Fueling the speculation was a report Thursday from a Kazakhstan government official who said Putin canceled a visit after he had “fallen ill.” Putin also missed a Thursday meeting of Russia’s annual Federal Security Service, an event he has never skipped.

The website noted that "Putin umer" or "Putin has died," is now trending on the Russian Internet and that a new website that allows users to ask, "has Putin died?"

Peskov told the radio station Echo of Moscow his boss, a Karate black belt known for swimming in icy waters and riding horses bare-chested, is very much alive and as healthy as ever - even claiming his handshake could break bones.

But without an appearance from Putin, there was no shutting down the rumor machine that went into high gear after a recent planned meeting in the Kazakh capital, Astana, with the leaders of Kazakhstan and Belarus was postponed on short notice. On Wednesday, the government issued a photo of a meeting between Putin and the regional governor of Karelia, which may in fact have actually taken place as early as March 5.

Peskov told The Associated Press that Putin has a busy agenda in the coming days, including some international meetings. He said that next week the president is set to make a trip to Kazakhstan, which had been planned for this week but abruptly postponed.

Putin, 62, was last seen in public on March 5, when he hosted Italian Prime Minister Matteo Renzi.

"There is absolutely no reason for any doubts about the state of his health," Peskov told the AP. "His health is really perfect, everything is OK with him, and he's working in accordance with his traditionally overloaded working schedule."

Intrigue has been swirling in the Russian capital since an outspoken critic of Putin, Boris Nemtsov, was killed Feb. 27 by gunmen near the Kremlin.
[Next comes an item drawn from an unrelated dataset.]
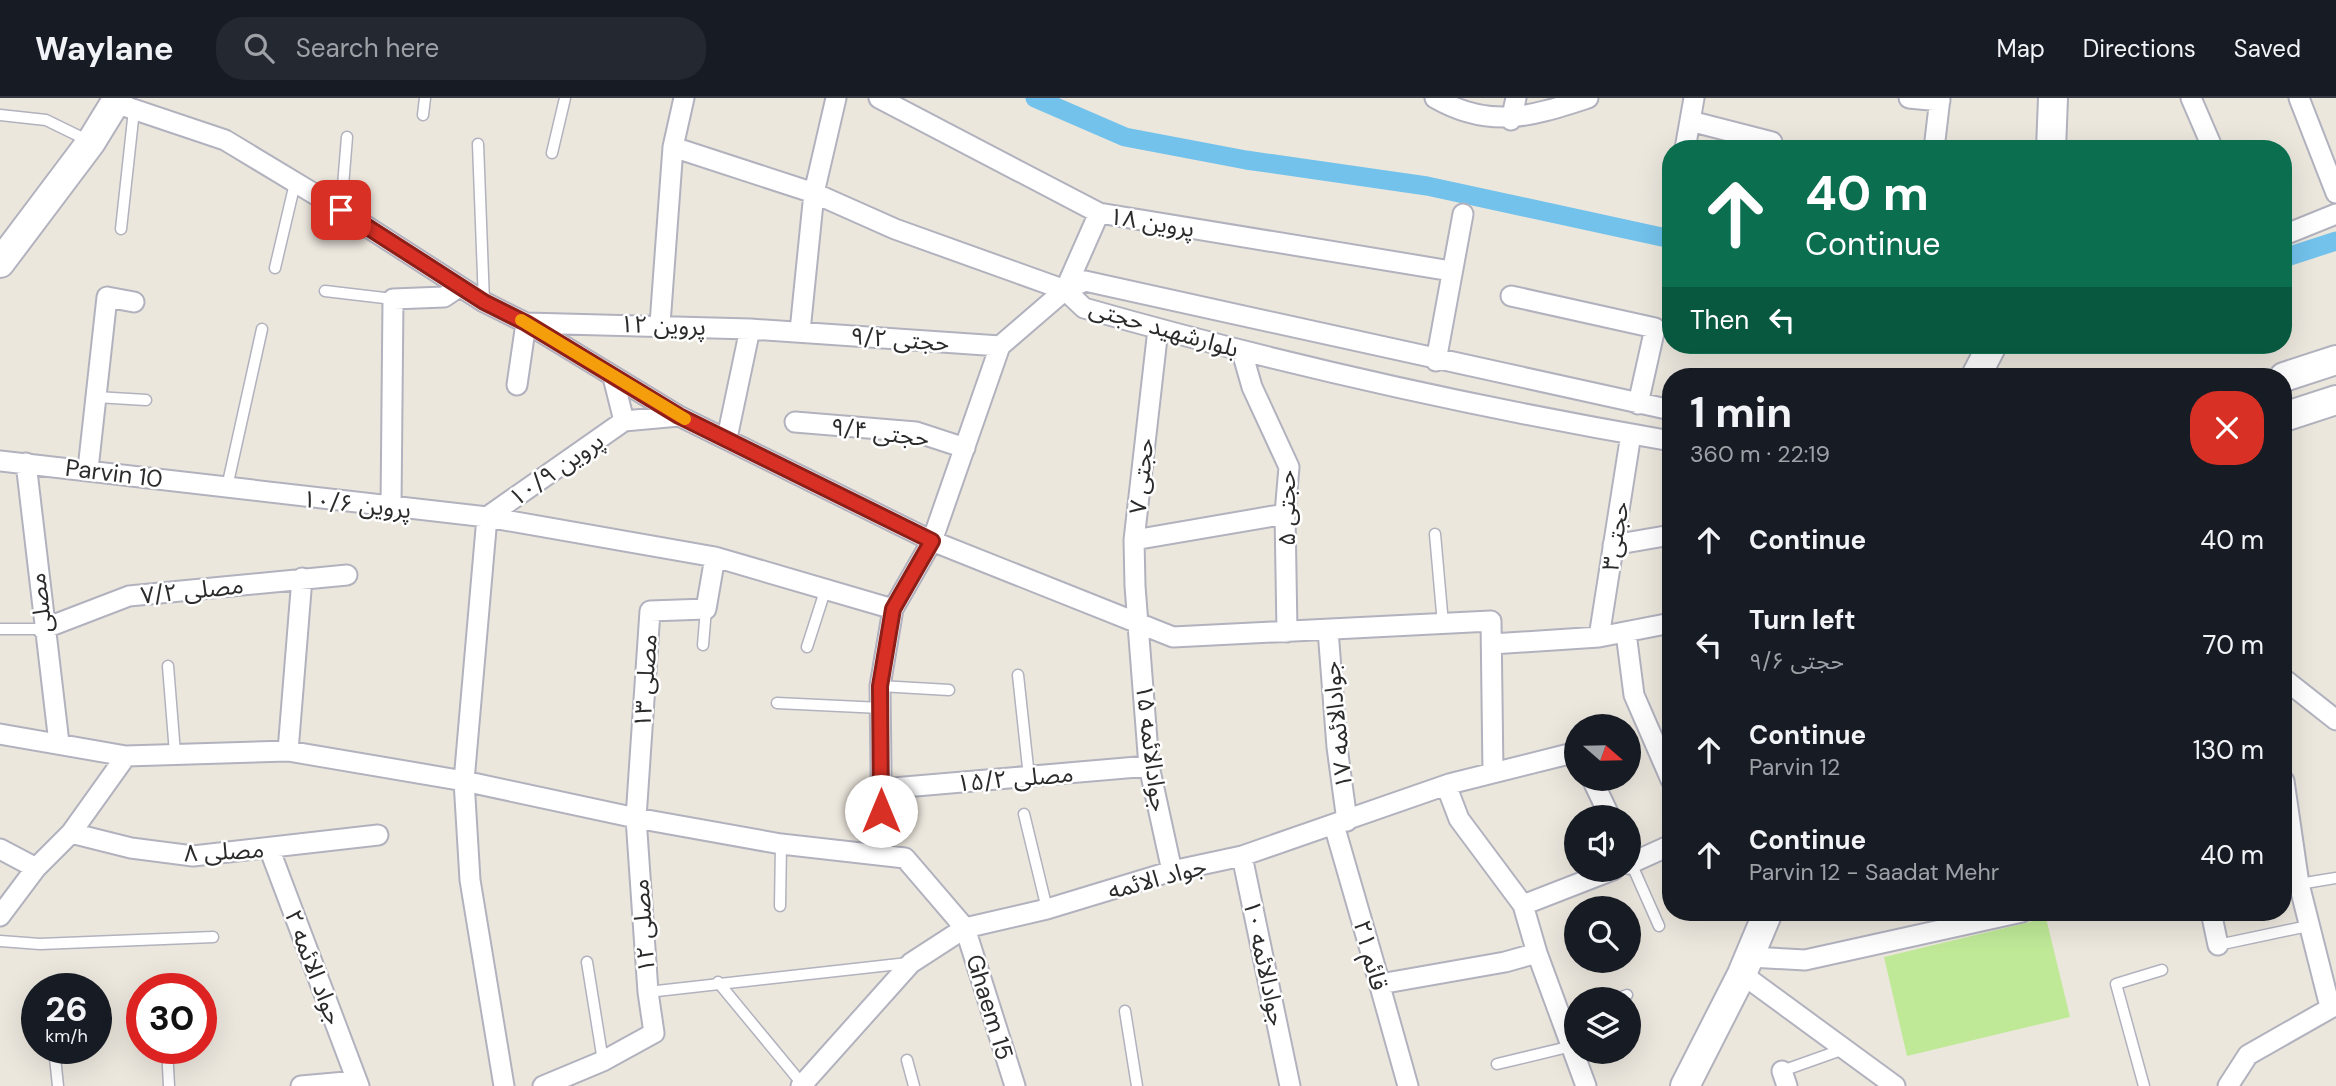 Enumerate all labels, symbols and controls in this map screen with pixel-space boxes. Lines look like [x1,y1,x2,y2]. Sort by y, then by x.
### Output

Last week, Russian police arrested five suspects, including an alleged triggerman with close ties to Chechnya's Moscow-backed leader Ramzan Kadyrov. A day after the arrests were announced, Putin awarded Kadyrov with one of Russia's highest medals, a move seen as an effort to placate the Chechen strongman.

Peskov said Putin will meet Monday with the president of Kyrgyzstan, an even that, if it happens, will cool down the rumor mill. Until then, Peskov seemed resigned to the fact that the talk  will continue.

"Actually it's very hard to explain this wave of interest toward the state of his health," Peskov said. "We do appreciate the care, the global care."